There is a literary usage of “container” but it is a) quite obscure and technical and b) there seems to be some disagreement about whether it means a narrative structure or framing device or refers to the publication format: an anthology of poetry, a collection of short stories, The Beano Bumper Book of Fun, or whatever.
So let’s not risk that literary quagmire and look at a particular sort of narrative container, Chinese boxes. Chinese boxes are sets of boxes that fit inside each other, as do Russian dolls (matryoshka).
In literature the term Chinese box refers to stories within stories. Most often it is a narrative effect when a first person narrator says: “I met so and so, who said to me, ‘I met whatshisname, who said to me, ‘I just ran into thingummy…’ and so on.
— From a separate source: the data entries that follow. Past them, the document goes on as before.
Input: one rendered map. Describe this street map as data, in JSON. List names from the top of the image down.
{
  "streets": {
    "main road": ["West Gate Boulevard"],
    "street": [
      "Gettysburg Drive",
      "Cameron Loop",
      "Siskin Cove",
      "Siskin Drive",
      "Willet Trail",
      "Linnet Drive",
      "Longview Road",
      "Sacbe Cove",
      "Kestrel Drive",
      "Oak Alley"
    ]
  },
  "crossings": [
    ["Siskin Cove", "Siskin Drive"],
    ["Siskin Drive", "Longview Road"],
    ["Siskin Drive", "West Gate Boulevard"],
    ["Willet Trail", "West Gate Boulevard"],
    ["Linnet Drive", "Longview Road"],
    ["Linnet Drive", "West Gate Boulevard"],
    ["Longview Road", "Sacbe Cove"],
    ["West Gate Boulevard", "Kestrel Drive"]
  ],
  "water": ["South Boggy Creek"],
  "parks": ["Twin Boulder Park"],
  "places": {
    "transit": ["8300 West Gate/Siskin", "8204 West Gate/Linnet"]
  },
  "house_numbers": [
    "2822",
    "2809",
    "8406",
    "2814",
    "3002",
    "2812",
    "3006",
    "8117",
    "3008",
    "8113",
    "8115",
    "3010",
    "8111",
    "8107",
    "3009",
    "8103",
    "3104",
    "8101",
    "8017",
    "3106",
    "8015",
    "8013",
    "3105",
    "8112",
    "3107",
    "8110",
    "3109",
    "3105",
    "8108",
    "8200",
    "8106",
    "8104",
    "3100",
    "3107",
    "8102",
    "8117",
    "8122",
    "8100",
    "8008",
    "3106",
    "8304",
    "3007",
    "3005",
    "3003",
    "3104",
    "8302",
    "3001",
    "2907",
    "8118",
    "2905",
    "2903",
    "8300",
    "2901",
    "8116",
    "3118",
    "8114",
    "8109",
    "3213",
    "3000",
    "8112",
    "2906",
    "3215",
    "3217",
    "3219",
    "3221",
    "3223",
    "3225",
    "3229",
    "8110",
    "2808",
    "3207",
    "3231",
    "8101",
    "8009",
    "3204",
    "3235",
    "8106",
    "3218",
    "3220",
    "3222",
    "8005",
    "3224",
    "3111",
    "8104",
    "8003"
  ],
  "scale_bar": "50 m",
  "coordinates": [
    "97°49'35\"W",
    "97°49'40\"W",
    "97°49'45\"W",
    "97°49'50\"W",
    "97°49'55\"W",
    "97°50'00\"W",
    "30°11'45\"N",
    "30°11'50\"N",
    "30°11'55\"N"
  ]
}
A notable example of this (possibly the first) is in Plato’s Symposium. The story of Agathon’s famous symposium (a drinking and talking party) is recounted to a friend by Apollodorus, who was not present but who has heard the story from Aristodemus. Attendees discourse on Love until Socrates takes his turn and tells the party what the oracle Diotima taught him. All speak in the first person so you have Diotima’s words recounted by Socrates, whose story is being told by Aristodemus, whose account is being relayed by Apollodorus.
A slightly different usage is that in Mary Shelly’s Frankenstein where there are also several first person narratives nested. Walton writes a letter to his sister and in it he recounts Victor Frankenstein’s story (in the first person) within which is the monster’s account of his life (also told in the first person) as the monster’s story includes the words of Mr De Lacey you could argue that the narrative goes four boxes deep.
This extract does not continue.